### Extracted entries

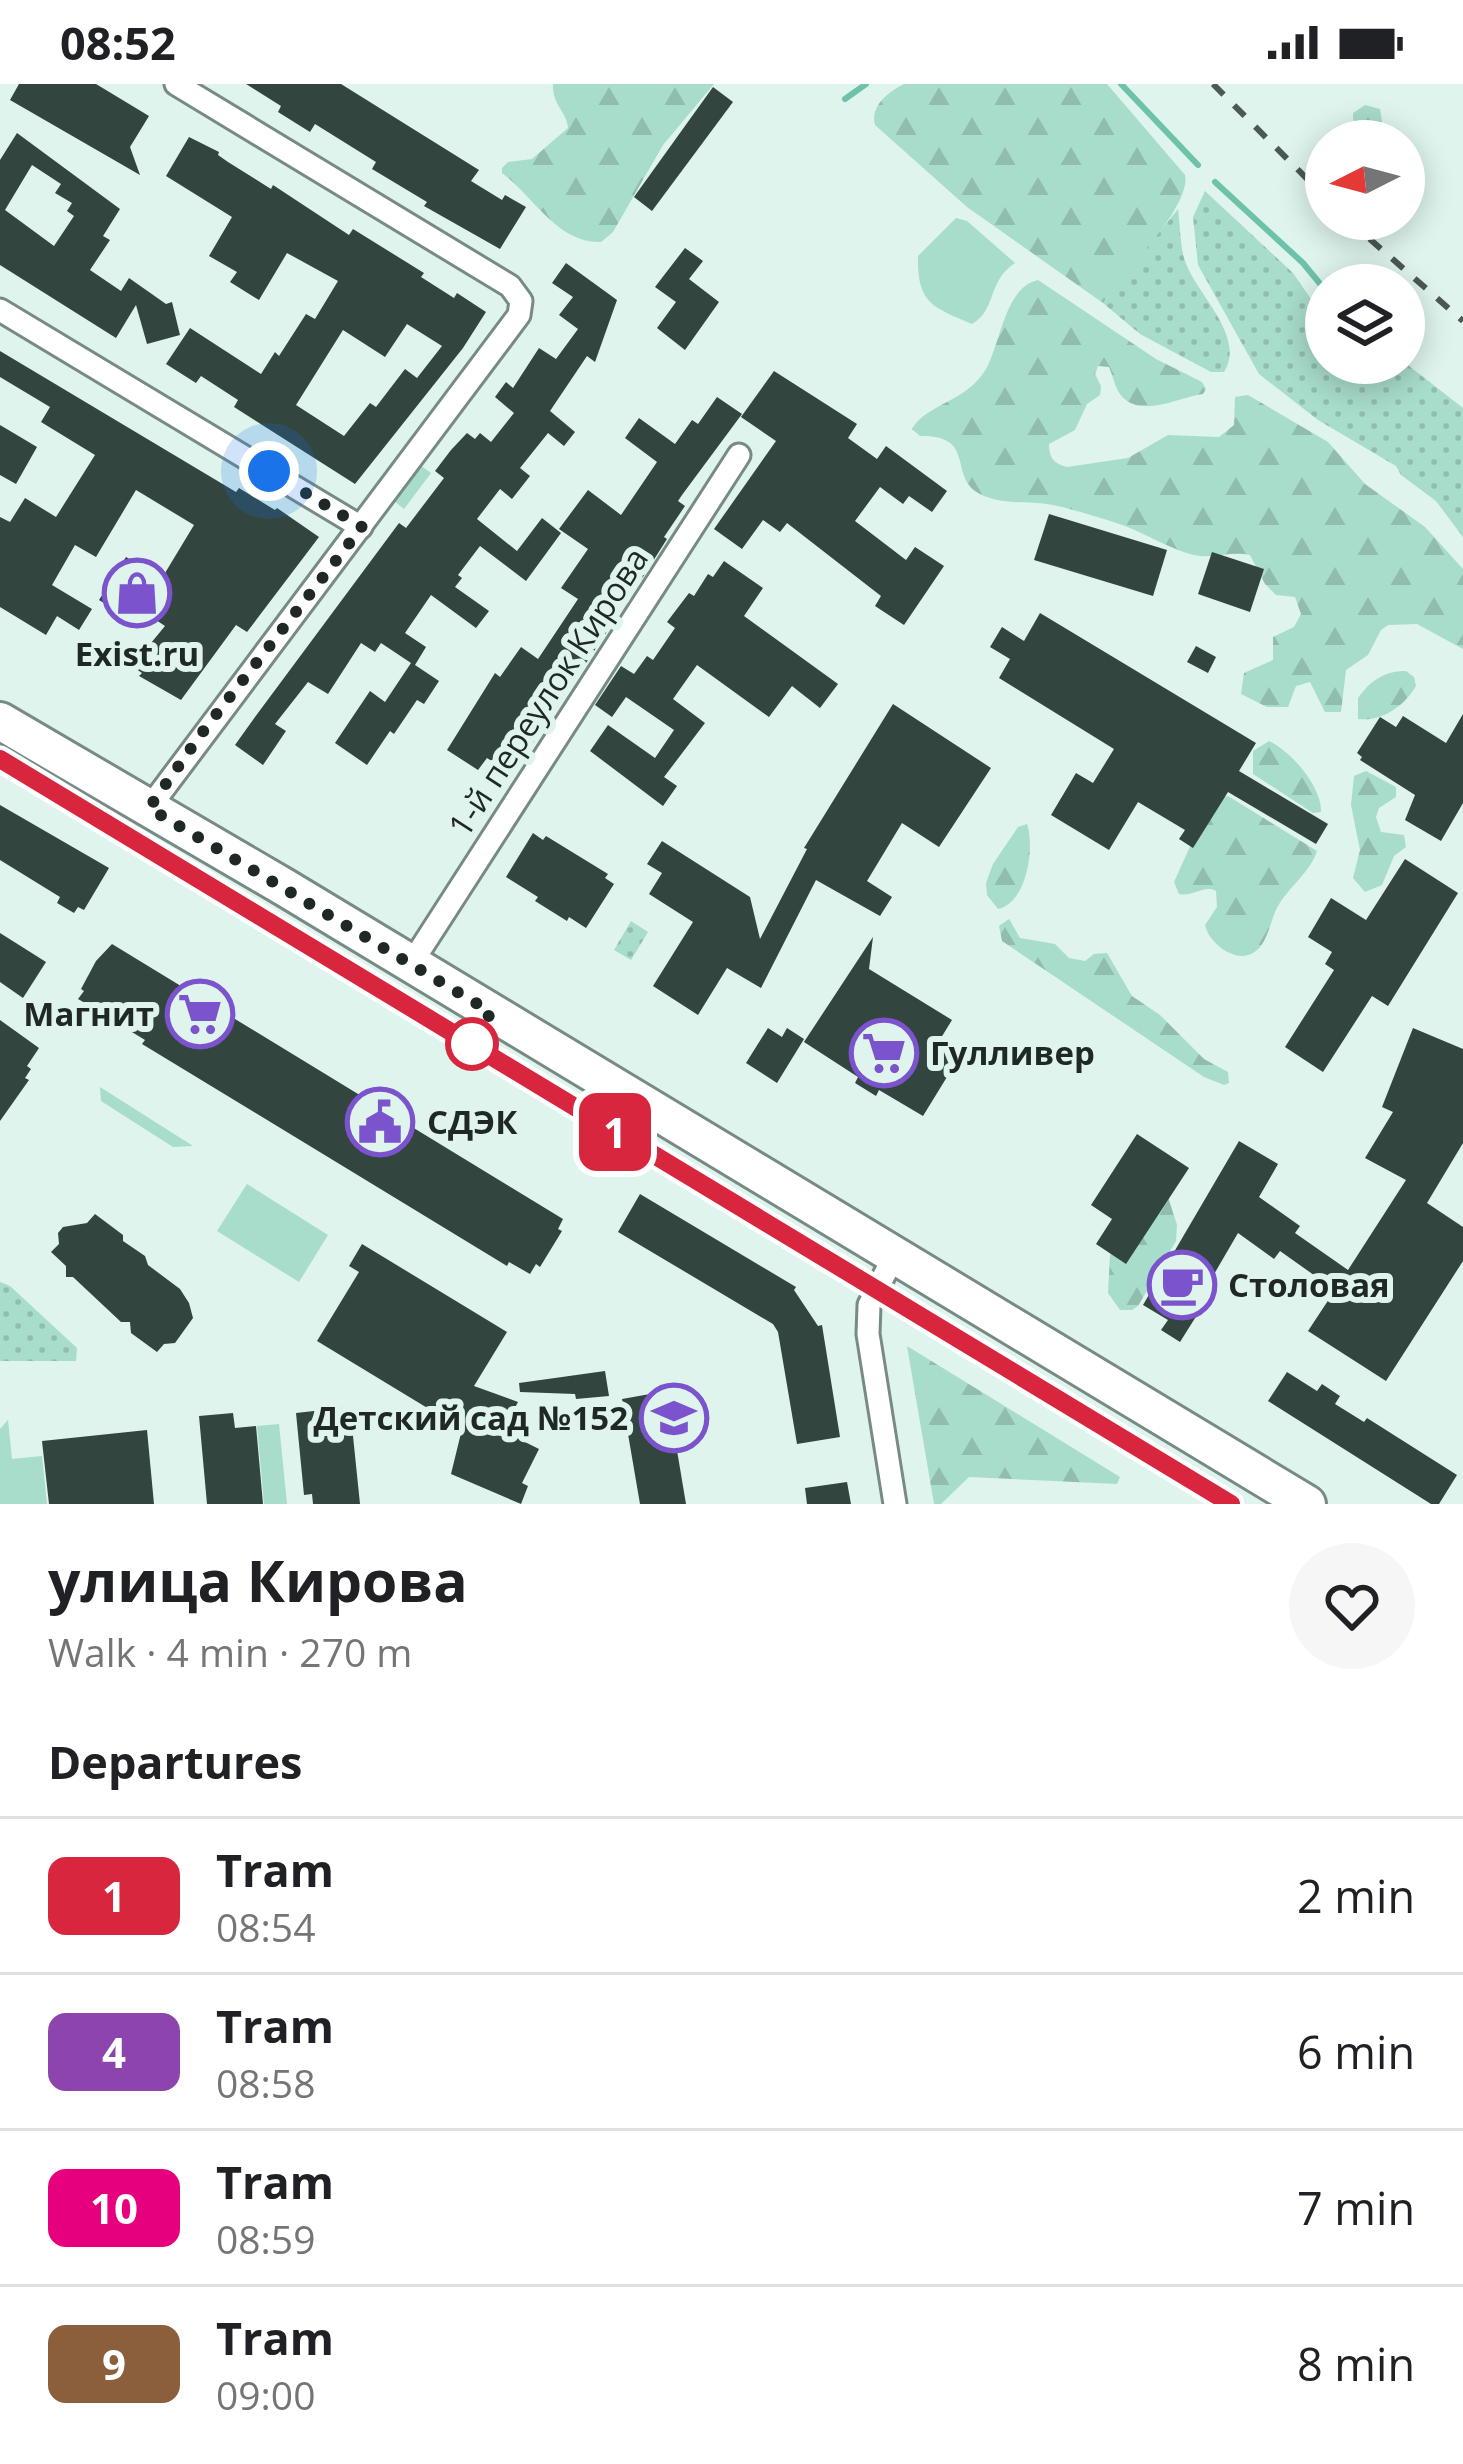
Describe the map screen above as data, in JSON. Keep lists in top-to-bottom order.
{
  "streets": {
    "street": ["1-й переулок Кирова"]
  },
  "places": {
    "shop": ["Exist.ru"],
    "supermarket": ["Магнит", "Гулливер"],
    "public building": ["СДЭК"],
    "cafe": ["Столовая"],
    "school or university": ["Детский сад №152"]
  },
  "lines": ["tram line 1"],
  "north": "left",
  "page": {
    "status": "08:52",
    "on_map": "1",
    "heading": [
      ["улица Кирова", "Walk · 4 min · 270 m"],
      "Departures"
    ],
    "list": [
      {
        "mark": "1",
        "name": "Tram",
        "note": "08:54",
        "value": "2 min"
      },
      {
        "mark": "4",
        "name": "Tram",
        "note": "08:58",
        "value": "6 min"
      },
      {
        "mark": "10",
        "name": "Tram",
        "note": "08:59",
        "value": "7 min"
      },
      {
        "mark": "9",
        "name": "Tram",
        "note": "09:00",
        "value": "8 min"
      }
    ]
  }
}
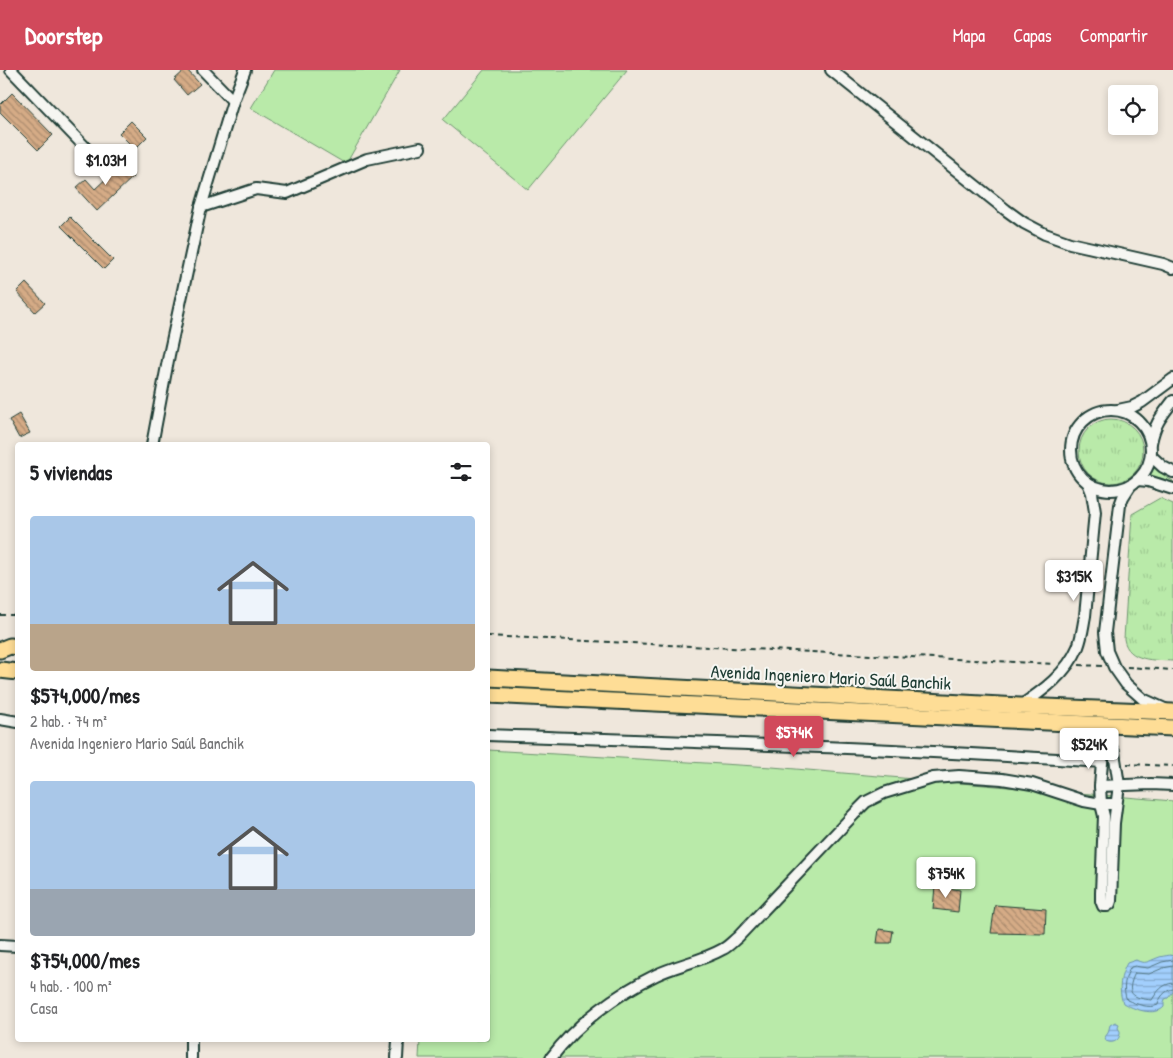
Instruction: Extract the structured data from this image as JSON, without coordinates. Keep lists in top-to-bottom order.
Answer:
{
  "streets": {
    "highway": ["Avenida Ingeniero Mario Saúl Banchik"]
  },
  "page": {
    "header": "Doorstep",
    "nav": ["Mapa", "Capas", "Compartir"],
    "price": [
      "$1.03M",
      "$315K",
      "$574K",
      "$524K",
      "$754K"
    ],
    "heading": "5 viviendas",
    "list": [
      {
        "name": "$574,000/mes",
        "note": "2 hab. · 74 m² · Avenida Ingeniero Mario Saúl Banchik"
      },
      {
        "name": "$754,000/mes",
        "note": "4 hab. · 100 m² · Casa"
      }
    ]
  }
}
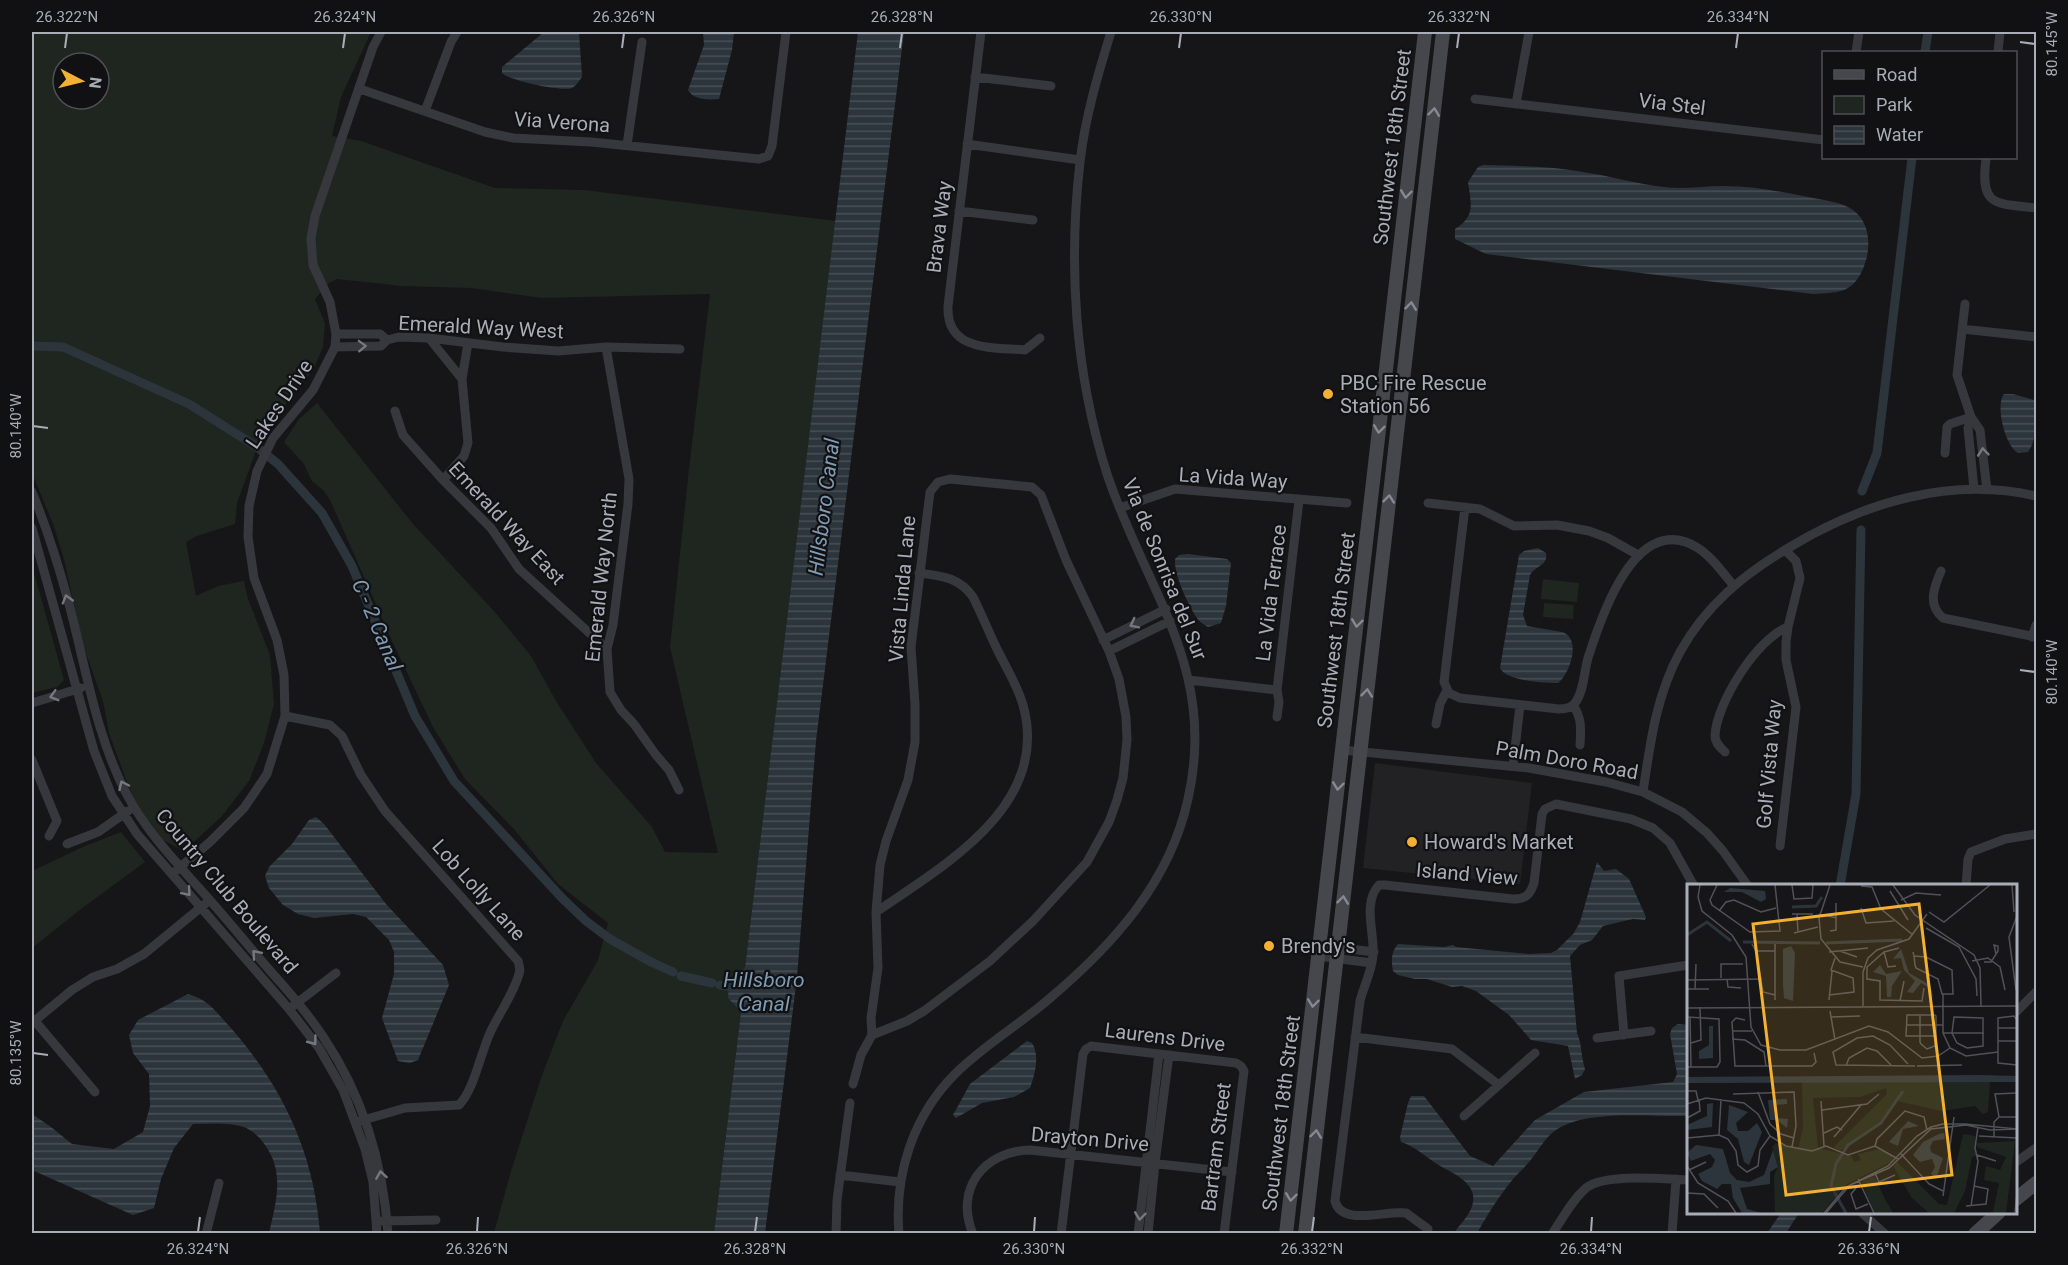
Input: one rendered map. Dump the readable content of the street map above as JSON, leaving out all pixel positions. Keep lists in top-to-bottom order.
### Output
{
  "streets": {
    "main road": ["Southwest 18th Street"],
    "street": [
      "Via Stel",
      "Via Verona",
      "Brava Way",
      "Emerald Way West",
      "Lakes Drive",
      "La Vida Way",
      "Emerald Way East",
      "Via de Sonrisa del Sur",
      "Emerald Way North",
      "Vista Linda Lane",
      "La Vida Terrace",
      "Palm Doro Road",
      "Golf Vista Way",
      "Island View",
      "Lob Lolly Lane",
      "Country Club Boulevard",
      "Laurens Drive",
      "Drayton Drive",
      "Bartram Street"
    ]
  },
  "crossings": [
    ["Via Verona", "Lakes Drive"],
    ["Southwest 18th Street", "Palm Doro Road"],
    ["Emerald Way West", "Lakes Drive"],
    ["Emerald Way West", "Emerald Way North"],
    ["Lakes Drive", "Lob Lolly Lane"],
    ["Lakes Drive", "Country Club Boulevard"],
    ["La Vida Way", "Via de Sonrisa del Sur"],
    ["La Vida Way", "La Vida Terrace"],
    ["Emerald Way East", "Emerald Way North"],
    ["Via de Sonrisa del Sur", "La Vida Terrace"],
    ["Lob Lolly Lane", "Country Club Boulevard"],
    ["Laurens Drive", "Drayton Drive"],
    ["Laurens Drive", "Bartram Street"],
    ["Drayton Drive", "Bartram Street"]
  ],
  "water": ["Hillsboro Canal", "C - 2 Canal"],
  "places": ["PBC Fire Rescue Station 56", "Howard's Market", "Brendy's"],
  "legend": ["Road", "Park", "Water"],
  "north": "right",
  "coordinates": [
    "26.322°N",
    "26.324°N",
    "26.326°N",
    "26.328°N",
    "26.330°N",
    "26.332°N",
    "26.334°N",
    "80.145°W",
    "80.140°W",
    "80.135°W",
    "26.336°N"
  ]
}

### Exercise brief
Say how many lines above contain the string "Lakes", writing only the number.

### Solution to this problem
5